Town trying to accommodate opportunity for ‘tall ship’ visit
(July 12, 2013) Despite being a logistically daunting idea, the city is currently floating a proposal by OC Air Show organizer Bryan Lilley to bring a replica of a 16th-century ‘tall ship’ into the resort for this year’s Sunfest celebration.
“I think it’s a great idea that we might have to reel in a little,” said Special Events Director Frank Miller, who worked with Lilley on the OC Air Show before being hired by the city earlier this year. “The scope and longevity of what they’re proposing is pretty extreme.”
The potential event was reviewed at this week’s Recreation and Parks Commission meeting as a proposal from B. Lilley Productions, which puts on the annual aeronautical festival in the resort.
Lilley is also active with a non-profit group – the National Air, Sea, and Space Foundation – which funds educational and historical events, including the tall ship event at the “Viva Florida 500” celebration this year commemorating the 500th anniversary of the discovery of Florida by Spanish explorer Ponce de Leon.
“Bryan has mentioned that the success of their events in Florida has given him some influence over the ship’s location,” Miller said. “He would like to bring the ship in at that time and co-market the event with Sunfest.”
The featured ship at the Florida event in May was from the Nao Victoria Foundation, a non-profit group based in Spain that primarily deals with historical events relating to the 16th-century age of Spanish exploration. Known simply as “El Galeon,” the 170-foot long vessel replicates those that were sailed at the time and is essentially a floating museum.
That vessel would have time in its sailing schedule to berth in Ocean City for nearly a month from late August through early September, according to Lilley’s proposal. Sunfest runs Sept. 19-22 this year.

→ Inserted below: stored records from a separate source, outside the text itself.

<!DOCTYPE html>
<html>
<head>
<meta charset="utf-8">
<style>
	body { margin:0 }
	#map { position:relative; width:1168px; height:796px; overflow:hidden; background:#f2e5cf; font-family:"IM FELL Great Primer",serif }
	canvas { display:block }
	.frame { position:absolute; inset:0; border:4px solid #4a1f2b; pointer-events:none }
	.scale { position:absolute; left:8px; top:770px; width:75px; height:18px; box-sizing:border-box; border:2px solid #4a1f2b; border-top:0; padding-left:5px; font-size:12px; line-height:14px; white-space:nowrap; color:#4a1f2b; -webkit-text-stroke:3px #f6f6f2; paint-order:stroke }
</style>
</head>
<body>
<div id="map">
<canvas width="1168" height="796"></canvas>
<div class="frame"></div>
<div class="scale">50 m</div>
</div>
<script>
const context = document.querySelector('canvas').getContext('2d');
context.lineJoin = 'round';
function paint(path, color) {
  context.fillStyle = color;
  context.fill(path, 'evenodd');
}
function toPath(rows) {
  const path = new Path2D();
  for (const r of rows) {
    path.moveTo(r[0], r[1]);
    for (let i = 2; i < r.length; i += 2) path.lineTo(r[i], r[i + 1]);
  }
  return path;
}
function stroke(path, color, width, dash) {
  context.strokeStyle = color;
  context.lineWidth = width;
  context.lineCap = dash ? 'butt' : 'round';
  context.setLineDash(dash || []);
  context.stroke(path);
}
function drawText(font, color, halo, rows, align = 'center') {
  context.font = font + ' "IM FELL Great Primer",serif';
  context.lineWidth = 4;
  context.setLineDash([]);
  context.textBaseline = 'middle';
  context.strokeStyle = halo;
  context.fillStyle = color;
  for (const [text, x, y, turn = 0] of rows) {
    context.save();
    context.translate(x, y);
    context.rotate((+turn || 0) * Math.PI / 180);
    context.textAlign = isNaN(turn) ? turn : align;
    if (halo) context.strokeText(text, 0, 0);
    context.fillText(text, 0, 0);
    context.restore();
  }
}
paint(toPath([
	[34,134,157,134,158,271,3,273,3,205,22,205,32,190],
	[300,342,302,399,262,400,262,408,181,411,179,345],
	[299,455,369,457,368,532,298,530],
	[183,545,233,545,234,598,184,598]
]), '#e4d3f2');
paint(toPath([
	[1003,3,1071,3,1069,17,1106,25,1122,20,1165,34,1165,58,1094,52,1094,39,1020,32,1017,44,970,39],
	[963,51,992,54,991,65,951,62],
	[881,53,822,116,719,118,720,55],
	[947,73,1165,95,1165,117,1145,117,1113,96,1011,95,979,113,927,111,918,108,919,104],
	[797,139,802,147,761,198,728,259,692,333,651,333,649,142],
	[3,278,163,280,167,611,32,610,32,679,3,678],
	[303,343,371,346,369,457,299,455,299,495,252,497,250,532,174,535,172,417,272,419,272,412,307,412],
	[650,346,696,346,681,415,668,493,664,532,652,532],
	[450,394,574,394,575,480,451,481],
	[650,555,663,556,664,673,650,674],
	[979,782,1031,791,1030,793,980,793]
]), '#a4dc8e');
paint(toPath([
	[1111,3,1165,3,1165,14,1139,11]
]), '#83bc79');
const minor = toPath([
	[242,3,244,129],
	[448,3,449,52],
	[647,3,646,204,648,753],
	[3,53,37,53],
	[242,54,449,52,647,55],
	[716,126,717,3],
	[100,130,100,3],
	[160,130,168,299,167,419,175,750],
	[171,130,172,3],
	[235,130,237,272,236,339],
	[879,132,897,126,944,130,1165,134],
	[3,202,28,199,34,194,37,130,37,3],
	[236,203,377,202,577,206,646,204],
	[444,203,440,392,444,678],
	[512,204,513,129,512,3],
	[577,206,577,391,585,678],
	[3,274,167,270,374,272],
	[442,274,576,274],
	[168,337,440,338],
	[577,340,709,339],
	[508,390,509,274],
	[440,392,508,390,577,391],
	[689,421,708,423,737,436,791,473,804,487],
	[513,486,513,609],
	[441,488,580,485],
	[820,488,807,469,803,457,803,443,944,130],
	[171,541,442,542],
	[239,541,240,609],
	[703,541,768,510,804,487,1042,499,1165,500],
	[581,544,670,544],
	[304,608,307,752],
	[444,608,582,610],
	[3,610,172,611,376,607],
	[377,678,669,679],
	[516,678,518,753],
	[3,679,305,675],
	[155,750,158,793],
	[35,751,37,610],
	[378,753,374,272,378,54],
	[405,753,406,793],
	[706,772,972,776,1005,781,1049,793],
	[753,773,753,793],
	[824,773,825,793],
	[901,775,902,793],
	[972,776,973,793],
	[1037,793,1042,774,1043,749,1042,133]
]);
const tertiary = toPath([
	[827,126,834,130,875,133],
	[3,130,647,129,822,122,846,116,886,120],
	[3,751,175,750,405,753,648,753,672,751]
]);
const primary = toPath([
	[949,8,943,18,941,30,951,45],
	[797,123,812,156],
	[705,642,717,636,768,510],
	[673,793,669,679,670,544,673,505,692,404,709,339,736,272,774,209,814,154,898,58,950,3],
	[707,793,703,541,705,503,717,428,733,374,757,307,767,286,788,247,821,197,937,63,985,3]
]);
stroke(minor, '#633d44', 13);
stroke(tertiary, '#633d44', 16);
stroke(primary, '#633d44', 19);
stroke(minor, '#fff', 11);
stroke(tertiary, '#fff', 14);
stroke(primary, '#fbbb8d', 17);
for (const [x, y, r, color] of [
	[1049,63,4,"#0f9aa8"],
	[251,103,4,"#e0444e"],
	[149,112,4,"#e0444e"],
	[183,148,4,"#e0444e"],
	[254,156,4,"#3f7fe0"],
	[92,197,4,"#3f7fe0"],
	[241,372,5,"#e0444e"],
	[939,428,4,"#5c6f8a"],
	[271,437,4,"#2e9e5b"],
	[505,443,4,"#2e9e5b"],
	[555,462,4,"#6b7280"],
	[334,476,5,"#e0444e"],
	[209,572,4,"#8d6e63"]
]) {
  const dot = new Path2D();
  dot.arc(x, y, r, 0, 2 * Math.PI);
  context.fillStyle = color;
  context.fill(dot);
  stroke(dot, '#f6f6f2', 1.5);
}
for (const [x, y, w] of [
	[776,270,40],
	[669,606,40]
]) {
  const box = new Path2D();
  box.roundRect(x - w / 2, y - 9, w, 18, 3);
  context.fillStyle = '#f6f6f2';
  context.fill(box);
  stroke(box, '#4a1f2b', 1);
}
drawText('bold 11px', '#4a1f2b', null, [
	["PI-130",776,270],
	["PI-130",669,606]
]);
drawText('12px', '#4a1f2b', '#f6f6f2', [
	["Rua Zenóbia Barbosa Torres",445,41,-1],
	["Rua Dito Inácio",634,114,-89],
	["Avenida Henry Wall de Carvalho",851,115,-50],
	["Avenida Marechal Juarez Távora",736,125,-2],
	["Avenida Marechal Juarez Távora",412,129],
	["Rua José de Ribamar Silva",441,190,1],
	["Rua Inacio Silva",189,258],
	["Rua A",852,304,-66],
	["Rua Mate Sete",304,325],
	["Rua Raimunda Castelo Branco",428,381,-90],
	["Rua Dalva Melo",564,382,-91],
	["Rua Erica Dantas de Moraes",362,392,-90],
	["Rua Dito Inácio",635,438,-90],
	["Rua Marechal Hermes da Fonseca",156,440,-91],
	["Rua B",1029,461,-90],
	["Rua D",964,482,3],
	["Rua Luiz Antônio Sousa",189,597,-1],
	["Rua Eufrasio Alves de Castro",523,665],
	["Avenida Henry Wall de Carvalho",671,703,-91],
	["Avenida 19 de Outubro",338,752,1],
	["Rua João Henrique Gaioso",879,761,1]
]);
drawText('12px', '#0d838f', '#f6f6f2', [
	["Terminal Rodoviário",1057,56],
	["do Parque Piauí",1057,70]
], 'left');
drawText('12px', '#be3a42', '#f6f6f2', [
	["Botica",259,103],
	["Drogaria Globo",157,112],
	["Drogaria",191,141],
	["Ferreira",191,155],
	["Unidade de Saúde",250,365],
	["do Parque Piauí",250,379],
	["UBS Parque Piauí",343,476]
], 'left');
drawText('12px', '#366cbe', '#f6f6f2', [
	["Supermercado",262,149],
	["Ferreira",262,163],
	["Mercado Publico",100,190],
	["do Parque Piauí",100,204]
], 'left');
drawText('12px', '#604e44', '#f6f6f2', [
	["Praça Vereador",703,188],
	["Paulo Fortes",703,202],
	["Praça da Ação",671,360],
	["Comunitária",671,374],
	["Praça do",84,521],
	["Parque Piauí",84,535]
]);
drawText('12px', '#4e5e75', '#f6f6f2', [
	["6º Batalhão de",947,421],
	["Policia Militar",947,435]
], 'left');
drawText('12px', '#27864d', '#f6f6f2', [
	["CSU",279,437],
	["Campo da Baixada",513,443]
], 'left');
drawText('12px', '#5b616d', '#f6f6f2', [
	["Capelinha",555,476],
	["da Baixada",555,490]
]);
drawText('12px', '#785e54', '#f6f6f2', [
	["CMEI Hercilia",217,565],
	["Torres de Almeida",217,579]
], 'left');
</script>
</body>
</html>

“The funny part is that the gentleman who runs the whole thing first came over here as a J-1 visa student to Ocean City,” said Steve Webster of the NASSF, who has worked with Lilley and Miller on the idea. “He worked at the Paul Revere and lived behind the Purple Moose – he definitely knows the area. It’s a unique opportunity.”
However, the major question for the city is where to put a ship of that size. The city owns a pier at Sunset Park downtown, but it is not long enough, and part of the adjacent Coast Guard pier would have to be utilized.
“The problem with Sunset Park is that the Master Chief has told me that this would have to go through their real properties division,” Miller said. “He put in a request to them this time last year and hasn’t heard back, so he didn’t feel we would be able to do it for August.”
Due to federal red tape, the proposed location was moved to the bayside boardwalk on Chicago Avenue, between Third and Fourth Streets. This would require roughly $3,000 worth of work to the bulkhead in order to be able to anchor the massive vessel.
Further, the ship would have to be navigated through the Route 50 bridge, a dicey proposition, but one that looks to be possible with the dimensions Miller has been given.
However, the commission was less enthused about Lilley’s idea of using the nearby city sports field for craft and food vendors, given that the use would displace already-planned recreation programs and block an area sometimes used as a helicopter landing zone for medical emergencies.
The potential month-long duration also seemed to be inadvisable, given that the ship would block the boardwalk’s other uses.
“That’s prime fishing season. People will come to that area from sunup to sundown, year after year,” said Councilman and commission Chairman Joe Mitrecic.
A shorter duration through Sunfest weekend, with less of a footprint for the event, seemed to be favored.
“To the extent that we can cover any vendors or exhibits that weekend, fine, but they would need to be the promoter’s exhibits,” said City Manager David Recor. “If we do a profit-share with Bryan, if we’ll co-market it with Sunfest – that’s all stuff for down the road. Can we physically get it here this year if we concentrate on that? I think so,” Recor said.